## EXERCISE
Give back, exactly and with nothing added, the lines that run from the one containing "Build a gazetteer" to the final line below.

(Stored data)
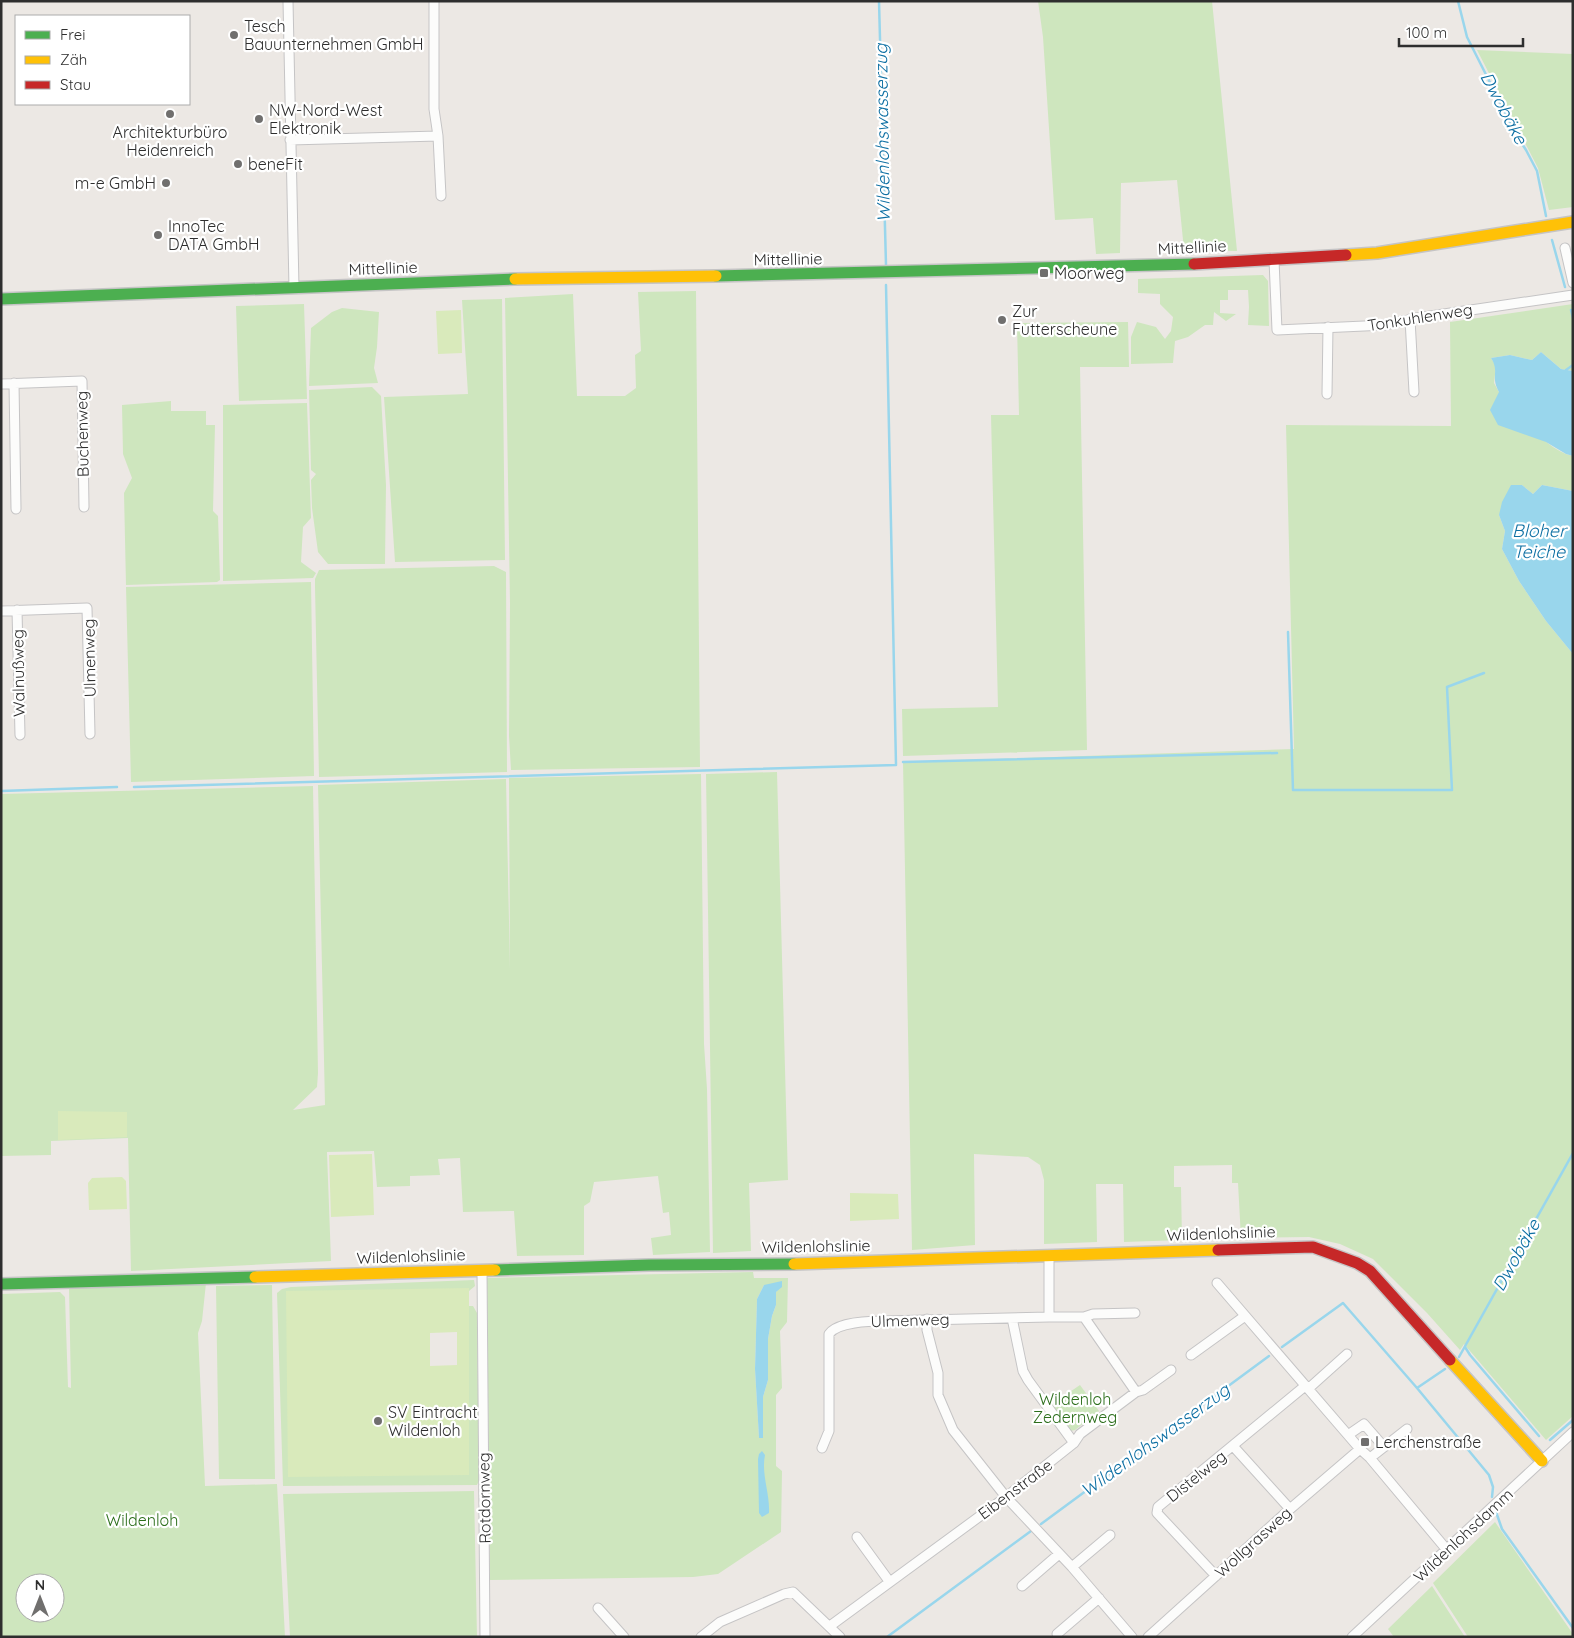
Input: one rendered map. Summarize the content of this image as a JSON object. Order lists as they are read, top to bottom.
{
  "streets": {
    "street": [
      "Mittellinie",
      "Tonkuhlenweg",
      "Buchenweg",
      "Ulmenweg",
      "Walnußweg",
      "Wildenlohslinie",
      "Distelweg",
      "Eibenstraße",
      "Rotdornweg",
      "Wildenlohsdamm",
      "Wollgrasweg"
    ]
  },
  "crossings": [
    ["Mittellinie", "Tonkuhlenweg"],
    ["Ulmenweg", "Walnußweg"],
    ["Wildenlohslinie", "Rotdornweg"],
    ["Wildenlohslinie", "Wildenlohsdamm"],
    ["Distelweg", "Wollgrasweg"]
  ],
  "water": ["Dwobäke", "Wildenlohswasserzug", "Bloher Teiche"],
  "parks": ["Wildenloh Zedernweg", "Wildenloh"],
  "places": {
    "other": [
      "Tesch Bauunternehmen GmbH",
      "Architekturbüro Heidenreich",
      "NW-Nord-West Elektronik",
      "beneFit",
      "m-e GmbH",
      "InnoTec DATA GmbH",
      "Zur Futterscheune",
      "SV Eintracht Wildenloh"
    ],
    "transit": ["Moorweg", "Lerchenstraße"]
  },
  "legend": ["Frei", "Zäh", "Stau"],
  "scale_bar": "100 m",
  "north": "top"
}
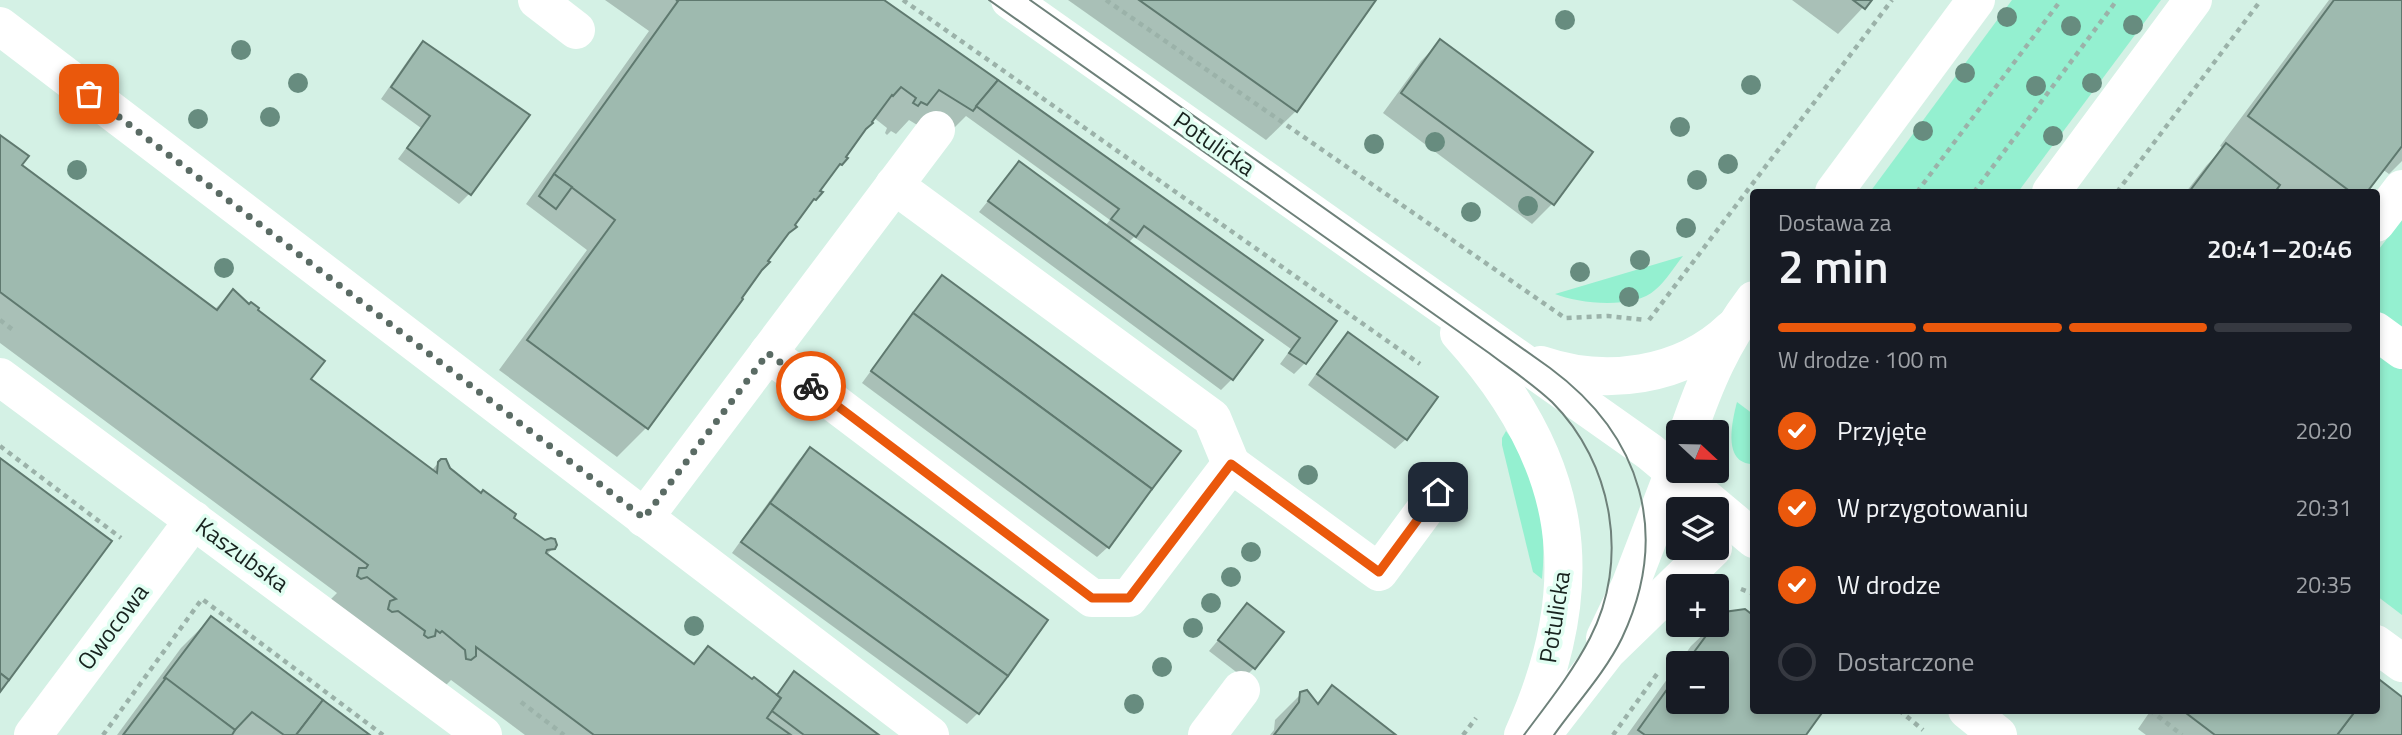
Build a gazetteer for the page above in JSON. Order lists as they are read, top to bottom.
{
  "streets": {
    "street": ["Potulicka", "Kaszubska", "Owocowa"]
  },
  "crossings": [
    ["Kaszubska", "Owocowa"]
  ],
  "north": "right",
  "page": {
    "heading": ["2 min", "Dostawa za", "20:41–20:46"],
    "bar": "W drodze · 100 m",
    "list": [
      ["Przyjęte", "20:20"],
      ["W przygotowaniu", "20:31"],
      ["W drodze", "20:35"],
      "Dostarczone"
    ],
    "map_buttons": ["+", "−"]
  }
}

## SOLUTION TO THIS PROBLEM
Build a gazetteer for the page above in JSON. Order lists as they are read, top to bottom.
{
  "streets": {
    "street": ["Potulicka", "Kaszubska", "Owocowa"]
  },
  "crossings": [
    ["Kaszubska", "Owocowa"]
  ],
  "north": "right",
  "page": {
    "heading": ["2 min", "Dostawa za", "20:41–20:46"],
    "bar": "W drodze · 100 m",
    "list": [
      ["Przyjęte", "20:20"],
      ["W przygotowaniu", "20:31"],
      ["W drodze", "20:35"],
      "Dostarczone"
    ],
    "map_buttons": ["+", "−"]
  }
}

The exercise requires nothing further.